## Problem details
Out of the records below, copy all lines in which the word "screenshot" occurs.

## Dataset entries
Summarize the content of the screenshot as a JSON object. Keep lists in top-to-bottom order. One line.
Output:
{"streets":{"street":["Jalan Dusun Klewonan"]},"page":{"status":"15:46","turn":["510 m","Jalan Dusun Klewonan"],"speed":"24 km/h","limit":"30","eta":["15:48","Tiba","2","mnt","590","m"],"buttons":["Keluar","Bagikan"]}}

--

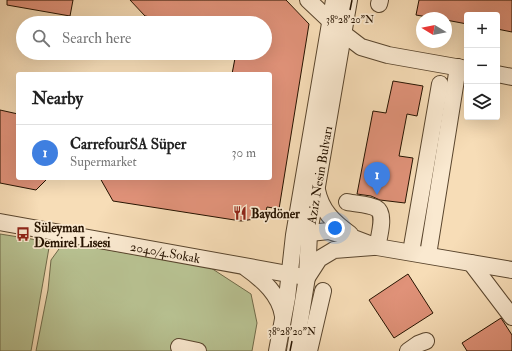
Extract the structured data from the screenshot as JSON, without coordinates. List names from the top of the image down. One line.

## Expected answer
Summarize the content of the screenshot as a JSON object. Keep lists in top-to-bottom order. One line.
Extract the structured data from the screenshot as JSON, without coordinates. List names from the top of the image down. One line.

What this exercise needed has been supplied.